Saved data entries
►

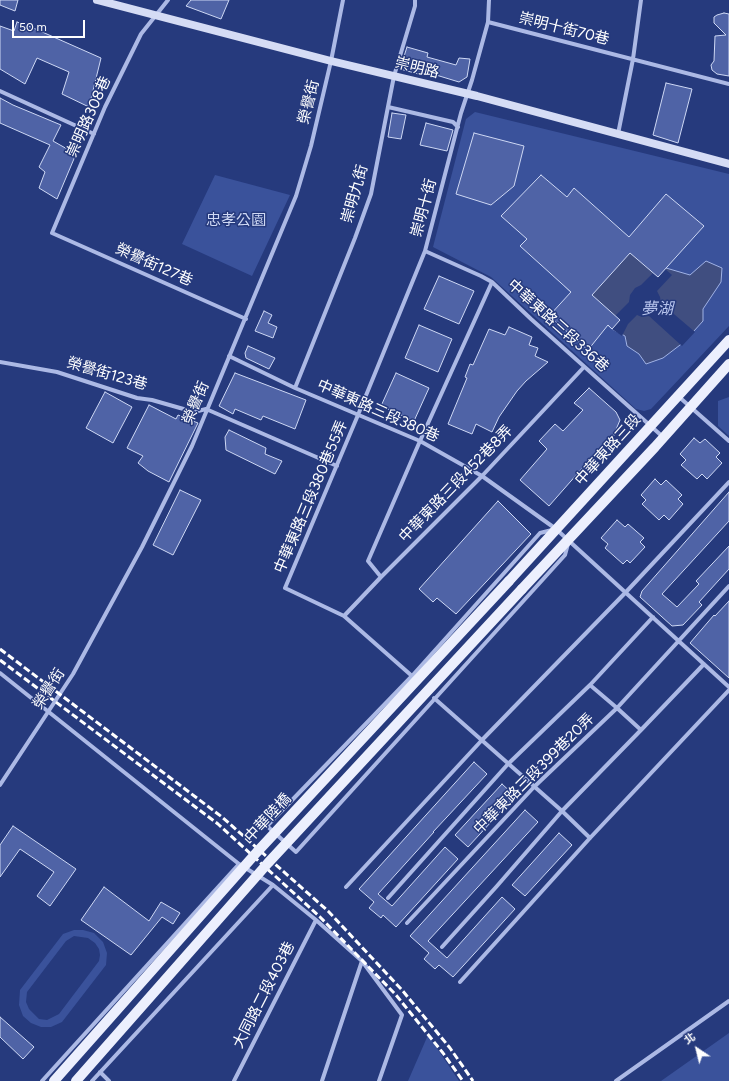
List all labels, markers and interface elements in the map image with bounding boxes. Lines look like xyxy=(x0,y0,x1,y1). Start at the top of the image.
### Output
street label: 崇明十街70巷 xyxy=(517,9,611,49)
scale bar xyxy=(14,12,87,38)
text: 50 m xyxy=(19,20,47,34)
street label: 崇明路 xyxy=(393,54,441,82)
street label: 崇明路308巷 xyxy=(63,74,115,160)
street label: 榮譽街 xyxy=(295,78,323,126)
street label: 崇明九街 xyxy=(338,163,372,225)
street label: 崇明十街 xyxy=(408,177,440,239)
park label: 忠孝公園 xyxy=(206,212,266,230)
street label: 榮譽街127巷 xyxy=(113,240,195,290)
street label: 中華東路三段336巷 xyxy=(504,276,612,376)
water label: 夢湖 xyxy=(641,299,673,319)
street label: 榮譽街123巷 xyxy=(65,354,149,394)
street label: 中華東路三段380巷 xyxy=(314,376,442,446)
street label: 榮譽街 xyxy=(179,379,213,427)
street label: 中華東路三段 xyxy=(571,411,645,489)
street label: 中華東路三段380巷55弄 xyxy=(271,418,351,576)
street label: 中華東路三段452巷8弄 xyxy=(396,422,516,546)
street label: 榮譽街 xyxy=(29,665,69,713)
street label: 中華東路三段399巷20弄 xyxy=(470,710,598,838)
street label: 中華陸橋 xyxy=(241,790,295,846)
street label: 大同路二段403巷 xyxy=(229,939,299,1051)
north arrow xyxy=(677,1029,717,1069)
text: 北 xyxy=(682,1030,698,1047)

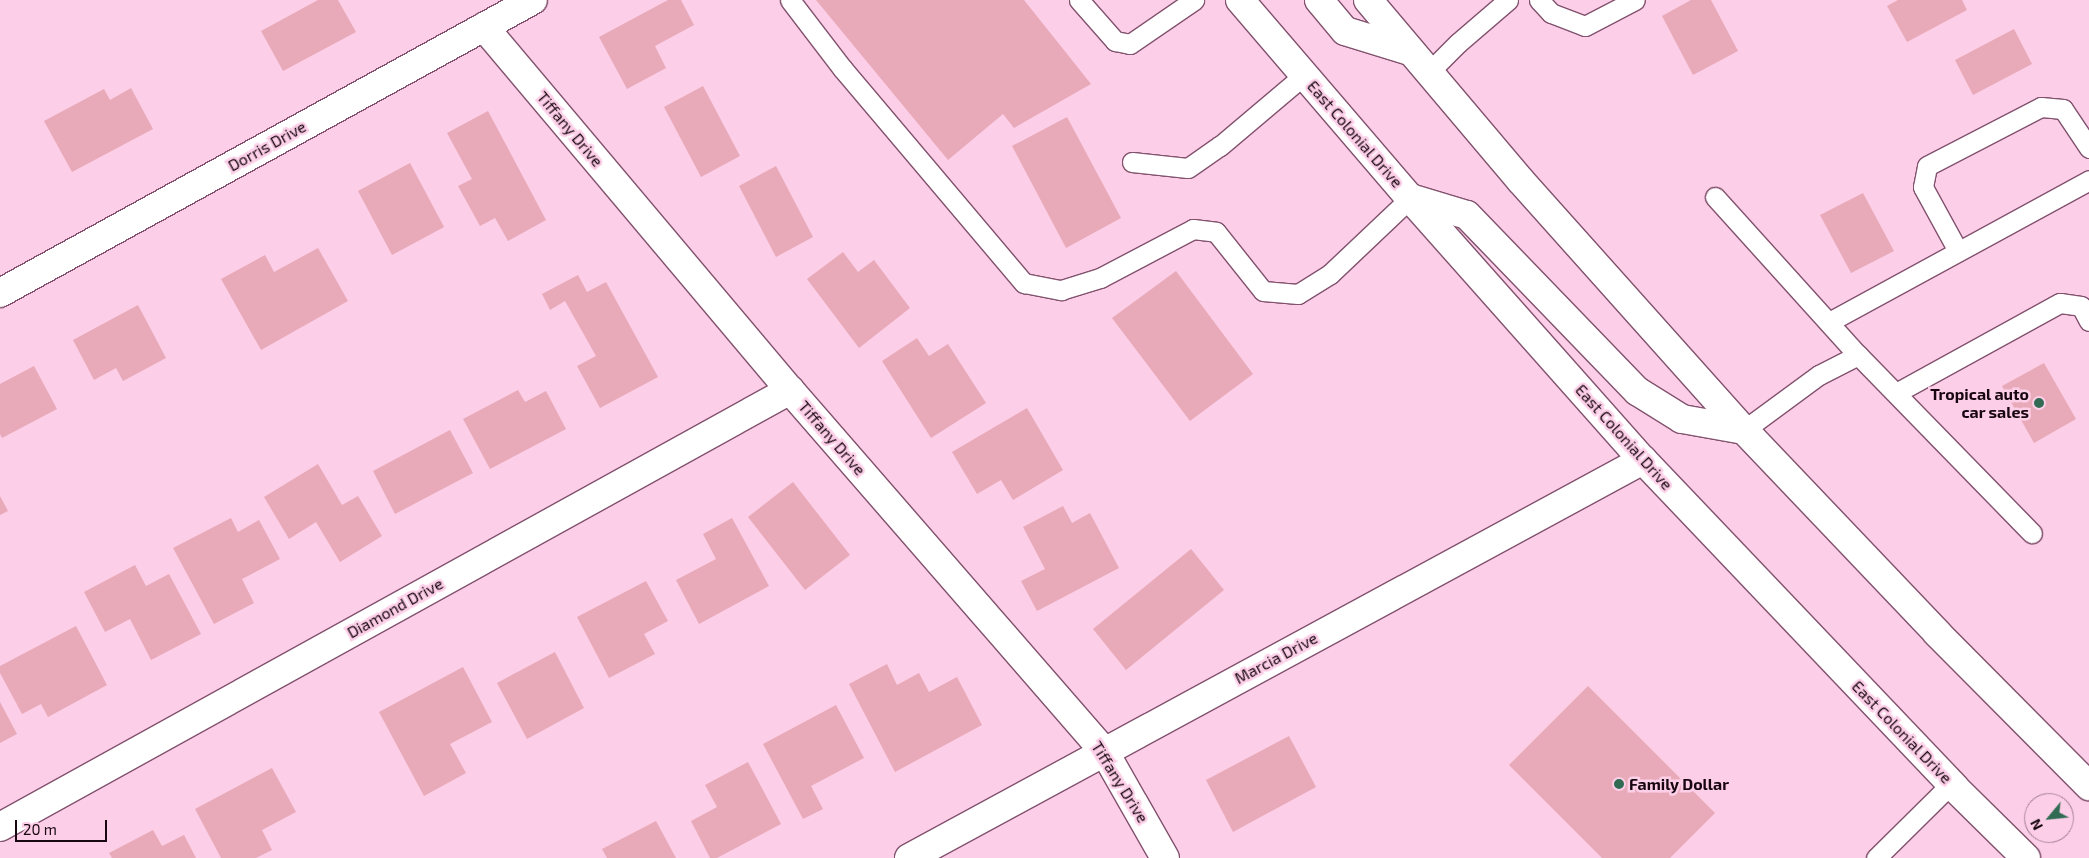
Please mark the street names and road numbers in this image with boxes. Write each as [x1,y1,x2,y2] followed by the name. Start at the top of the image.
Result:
[1303,76,1407,192] street label: East Colonial Drive
[533,87,607,171] street label: Tiffany Drive
[225,117,309,175] street label: Dorris Drive
[1571,380,1677,494] street label: East Colonial Drive
[794,397,870,479] street label: Tiffany Drive
[344,574,446,642] street label: Diamond Drive
[1231,628,1321,688] street label: Marcia Drive
[1848,676,1956,788] street label: East Colonial Drive
[1087,738,1153,826] street label: Tiffany Drive

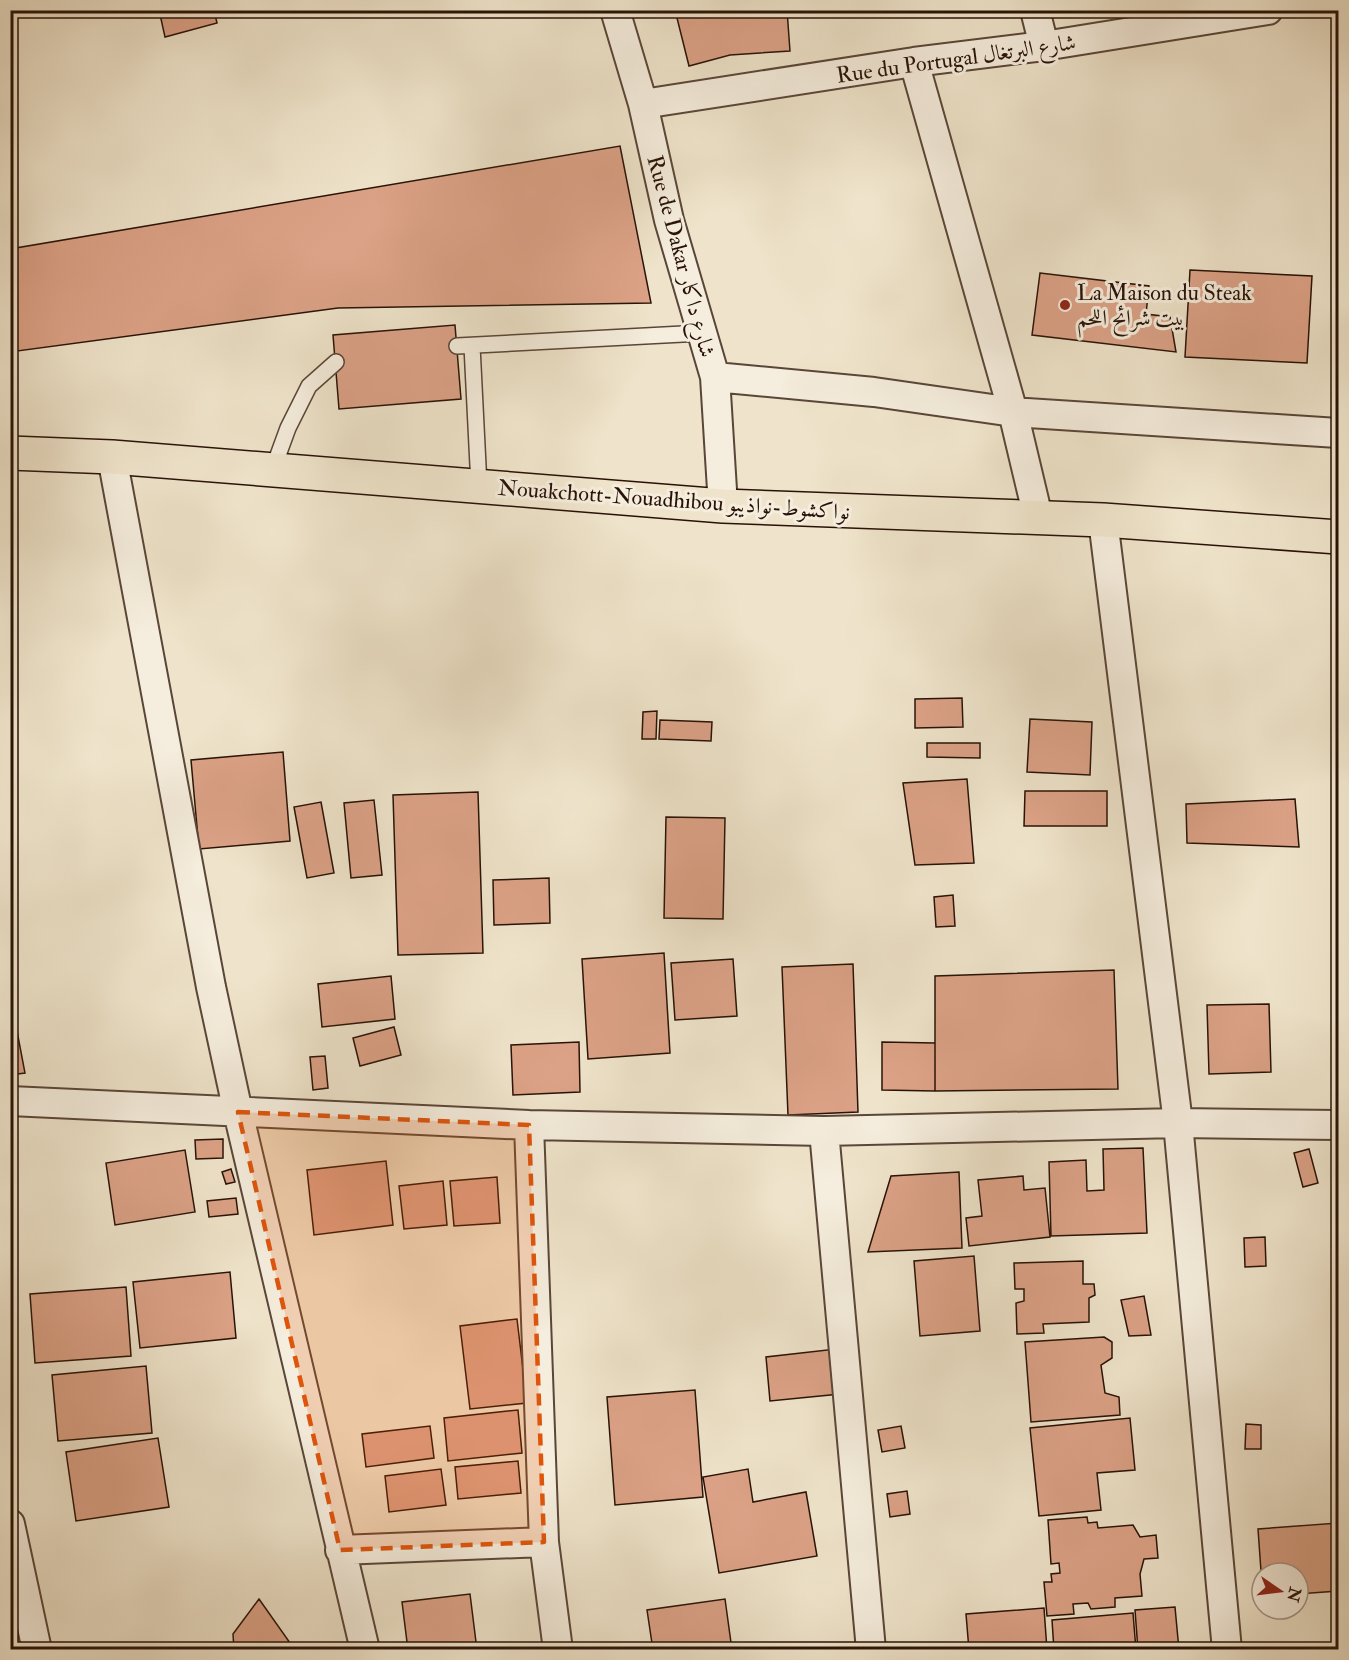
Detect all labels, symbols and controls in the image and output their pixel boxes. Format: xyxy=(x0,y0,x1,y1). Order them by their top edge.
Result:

◄

Aim of the task:
Each line in the data that holds the string "labels" should be found and copied.

Exercise answer:
List all labels, markers and interface elements in the map image with bounding boxes. Lines look like xyxy=(x0,y0,x1,y1). Start at the top of the image.
Detect all labels, symbols and controls in the image and output their pixel boxes. Format: xyxy=(x0,y0,x1,y1). Order them by their top edge.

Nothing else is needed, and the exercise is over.